Given records Start Marker
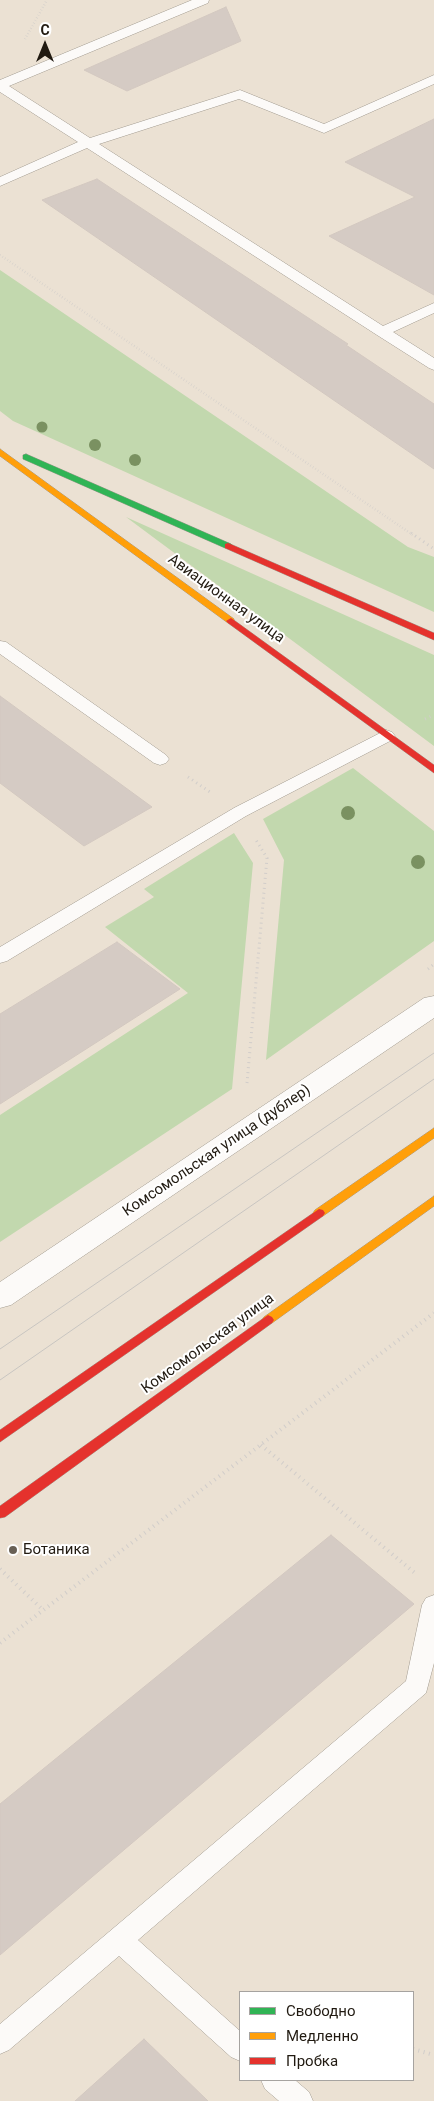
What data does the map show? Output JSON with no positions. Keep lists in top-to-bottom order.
{
  "streets": {
    "main road": ["Авиационная улица", "Комсомольская улица"],
    "street": ["Комсомольская улица (дублер)"]
  },
  "places": ["Ботаника"],
  "legend": ["Свободно", "Медленно", "Пробка"],
  "north": "top"
}
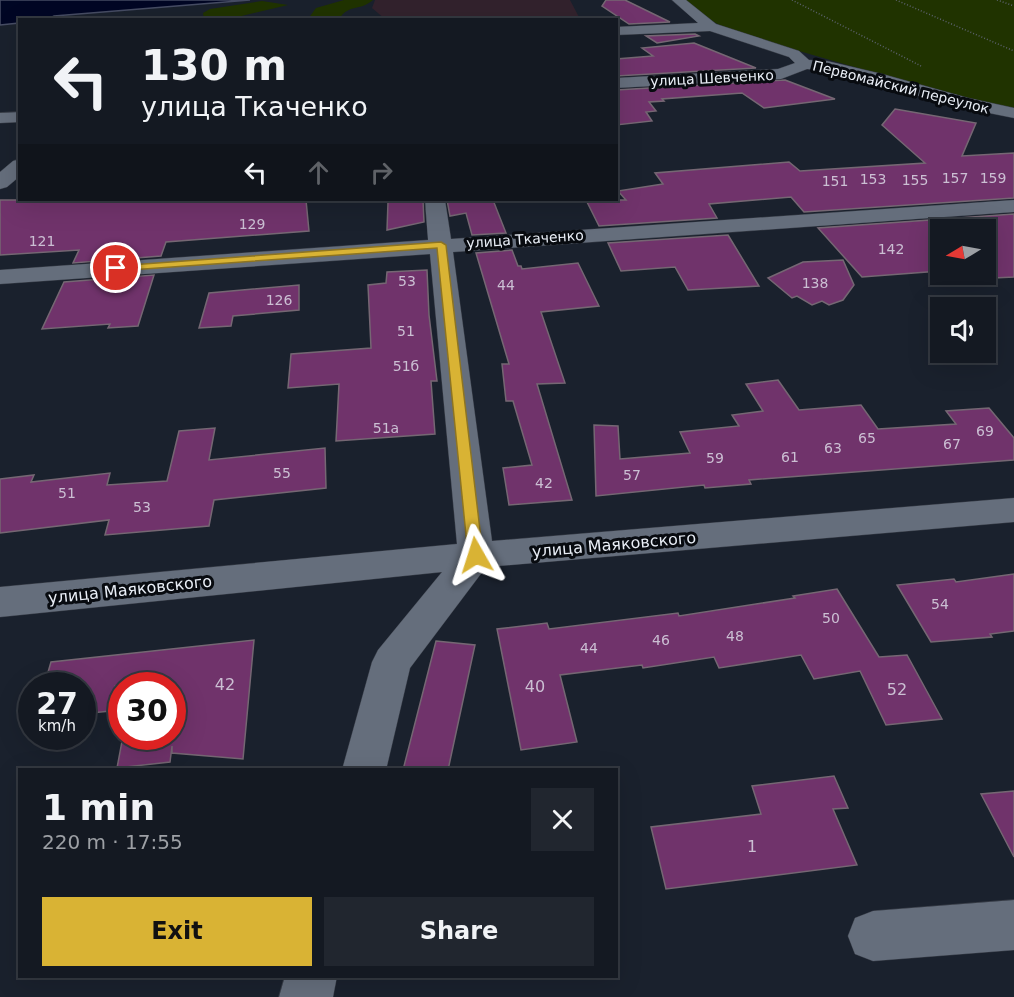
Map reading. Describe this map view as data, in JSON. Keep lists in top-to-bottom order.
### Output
{
  "streets": {
    "street": [
      "улица Шевченко",
      "Первомайский переулок",
      "улица Ткаченко",
      "улица Маяковского"
    ]
  },
  "crossings": [
    ["улица Шевченко", "Первомайский переулок"]
  ],
  "house_numbers": [
    "157",
    "159",
    "153",
    "155",
    "151",
    "129",
    "121",
    "142",
    "53",
    "138",
    "44",
    "126",
    "51",
    "51б",
    "51а",
    "69",
    "65",
    "67",
    "63",
    "61",
    "59",
    "55",
    "57",
    "42",
    "51",
    "53",
    "54",
    "50",
    "48",
    "46",
    "44",
    "42",
    "40",
    "52",
    "1"
  ],
  "north": "left",
  "page": {
    "turn": ["130 m", "улица Ткаченко"],
    "speed": "27 km/h",
    "limit": "30",
    "heading": ["1 min", "220 m · 17:55"],
    "buttons": ["Exit", "Share"]
  }
}
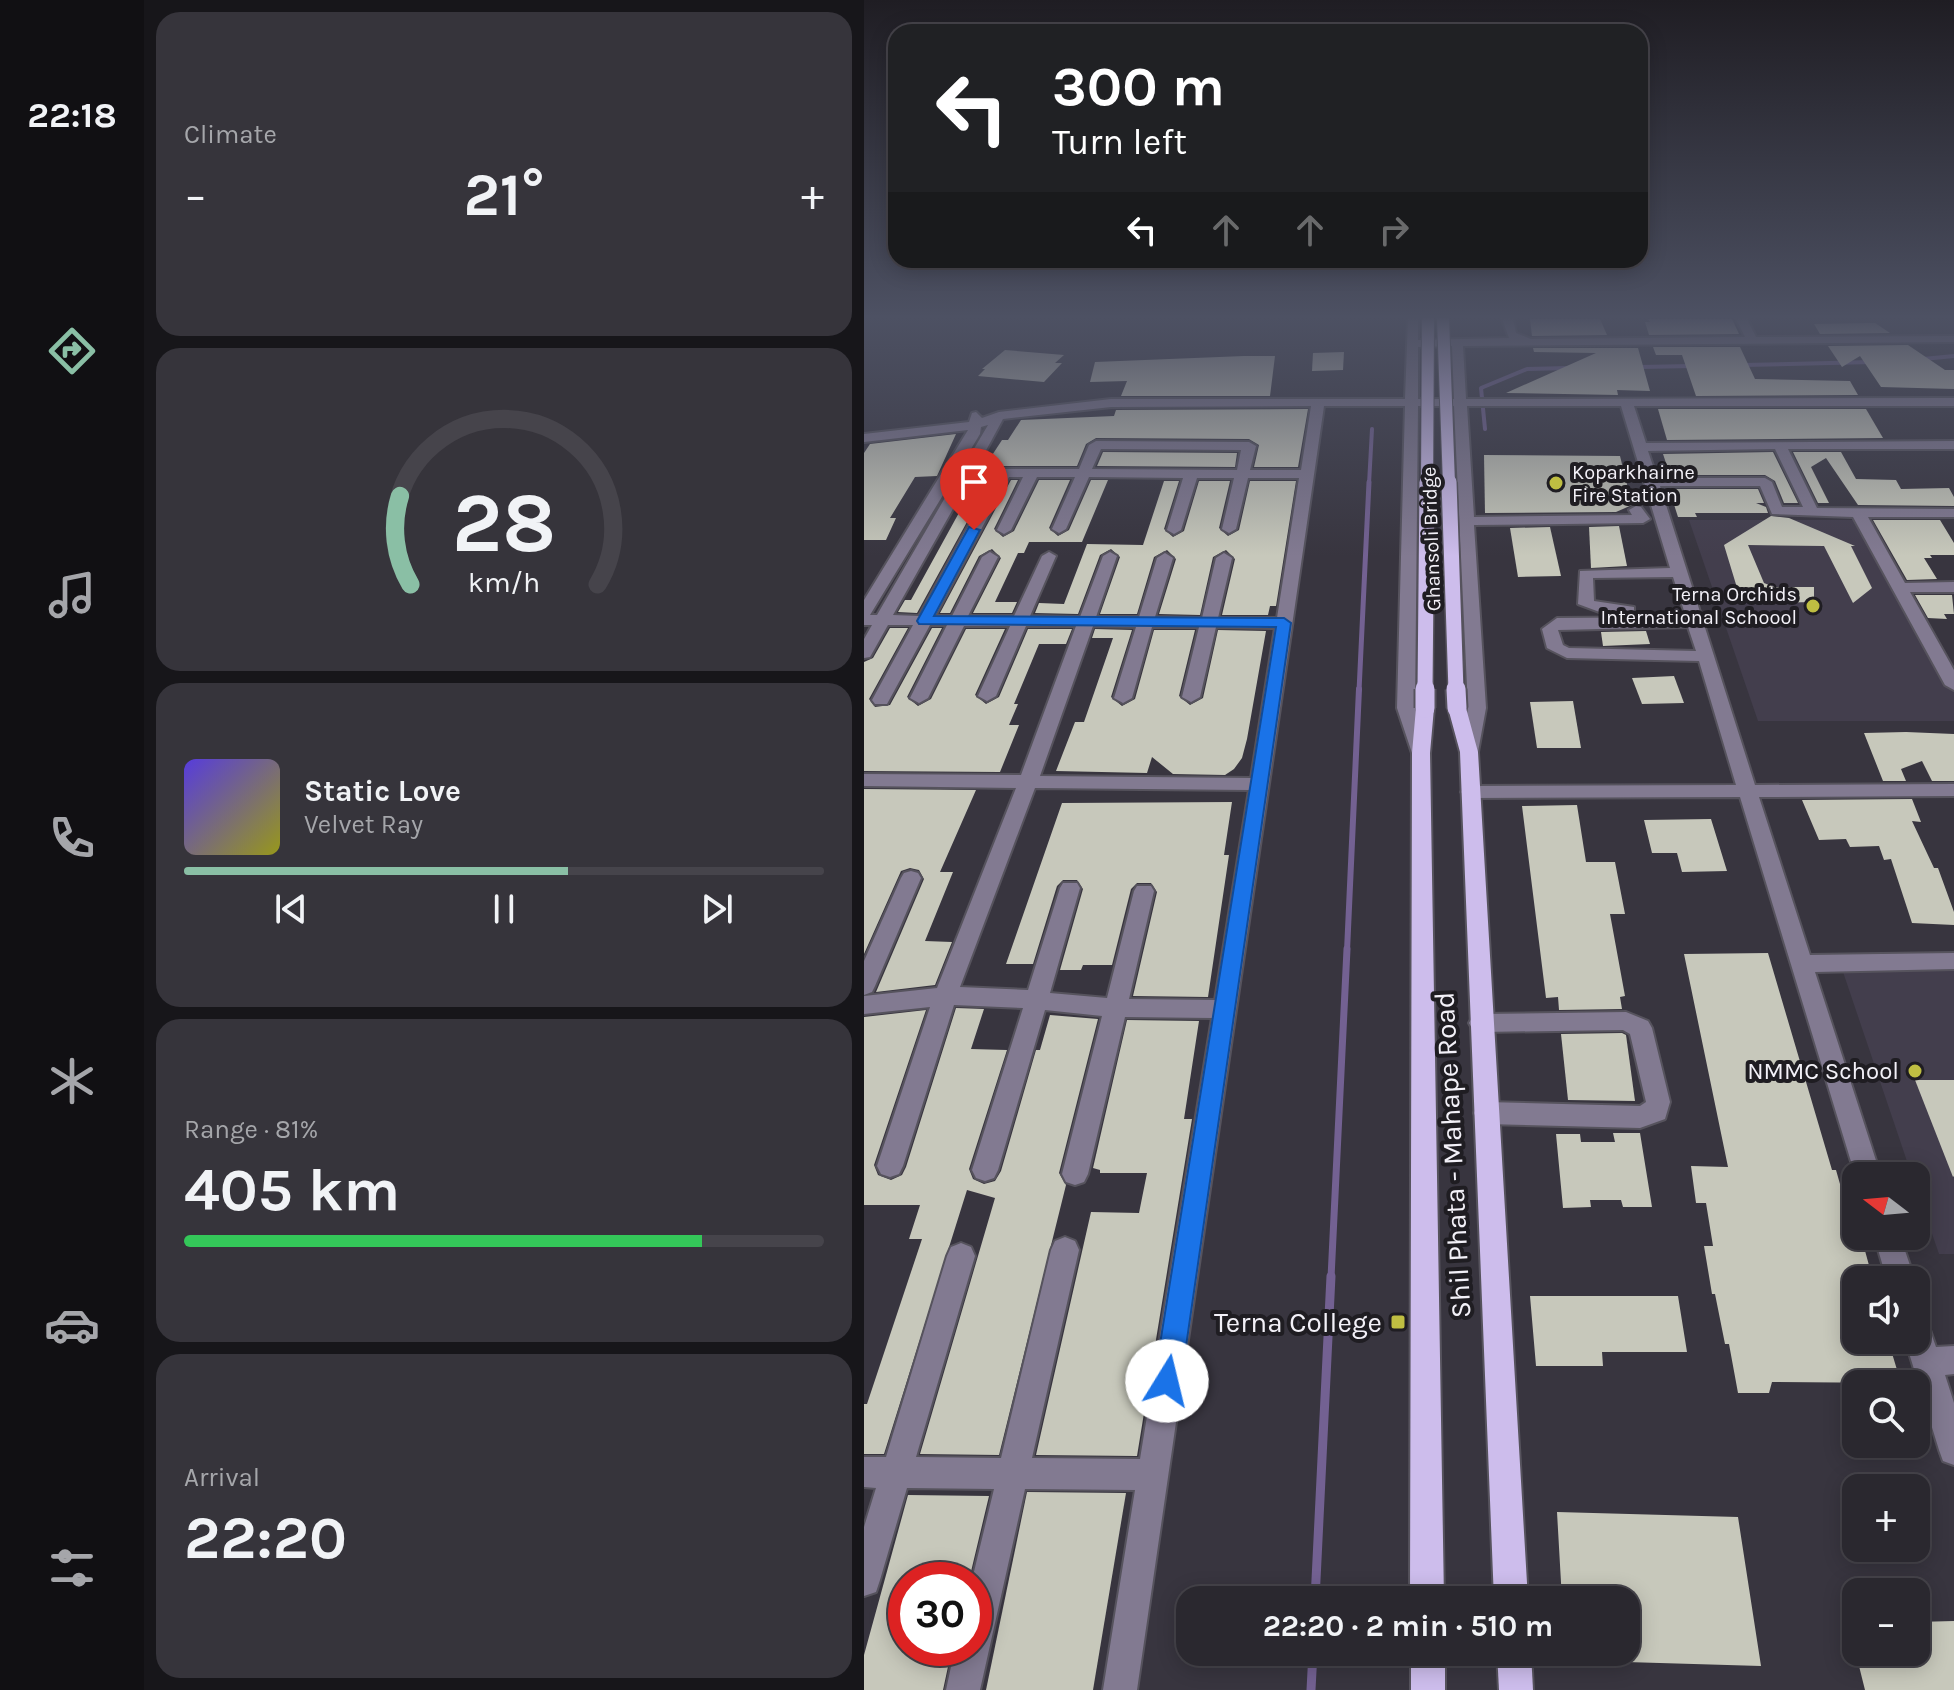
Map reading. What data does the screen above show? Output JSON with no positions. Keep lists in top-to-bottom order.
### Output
{
  "streets": {
    "main road": ["Ghansoli Bridge", "Shil Phata - Mahape Road"]
  },
  "crossings": [
    ["Ghansoli Bridge", "Shil Phata - Mahape Road"]
  ],
  "places": {
    "other": ["Koparkhairne Fire Station", "Terna Orchids International Schoool", "NMMC School"],
    "transit": ["Terna College"]
  },
  "north": "left",
  "page": {
    "tabs": "22:18",
    "tile": [
      "Climate",
      ["Range · 81%", "405 km"],
      ["Arrival", "22:20"]
    ],
    "turn": ["300 m", "Turn left"],
    "heat": ["−", "21°", "+"],
    "song": ["Static Love", "Velvet Ray"],
    "map_buttons": ["+", "−"],
    "limit": "30",
    "trip": "22:20 · 2 min · 510 m",
    "gauge": ["28", "km/h"]
  }
}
Given records End Marker
What this task involves> The records are to be duplicated in full and exactly, with images left out.

Task solution>
What data does the map show? Output JSON with no positions. Keep lists in top-to-bottom order.
{
  "streets": {
    "main road": ["Авиационная улица", "Комсомольская улица"],
    "street": ["Комсомольская улица (дублер)"]
  },
  "places": ["Ботаника"],
  "legend": ["Свободно", "Медленно", "Пробка"],
  "north": "top"
}
Map reading. Describe this map view as data, in JSON. Keep lists in top-to-bottom order.
### Output
{
  "streets": {
    "street": [
      "улица Шевченко",
      "Первомайский переулок",
      "улица Ткаченко",
      "улица Маяковского"
    ]
  },
  "crossings": [
    ["улица Шевченко", "Первомайский переулок"]
  ],
  "house_numbers": [
    "157",
    "159",
    "153",
    "155",
    "151",
    "129",
    "121",
    "142",
    "53",
    "138",
    "44",
    "126",
    "51",
    "51б",
    "51а",
    "69",
    "65",
    "67",
    "63",
    "61",
    "59",
    "55",
    "57",
    "42",
    "51",
    "53",
    "54",
    "50",
    "48",
    "46",
    "44",
    "42",
    "40",
    "52",
    "1"
  ],
  "north": "left",
  "page": {
    "turn": ["130 m", "улица Ткаченко"],
    "speed": "27 km/h",
    "limit": "30",
    "heading": ["1 min", "220 m · 17:55"],
    "buttons": ["Exit", "Share"]
  }
}
Map reading. What data does the screen above show? Output JSON with no positions. Keep lists in top-to-bottom order.
### Output
{
  "streets": {
    "main road": ["Ghansoli Bridge", "Shil Phata - Mahape Road"]
  },
  "crossings": [
    ["Ghansoli Bridge", "Shil Phata - Mahape Road"]
  ],
  "places": {
    "other": ["Koparkhairne Fire Station", "Terna Orchids International Schoool", "NMMC School"],
    "transit": ["Terna College"]
  },
  "north": "left",
  "page": {
    "tabs": "22:18",
    "tile": [
      "Climate",
      ["Range · 81%", "405 km"],
      ["Arrival", "22:20"]
    ],
    "turn": ["300 m", "Turn left"],
    "heat": ["−", "21°", "+"],
    "song": ["Static Love", "Velvet Ray"],
    "map_buttons": ["+", "−"],
    "limit": "30",
    "trip": "22:20 · 2 min · 510 m",
    "gauge": ["28", "km/h"]
  }
}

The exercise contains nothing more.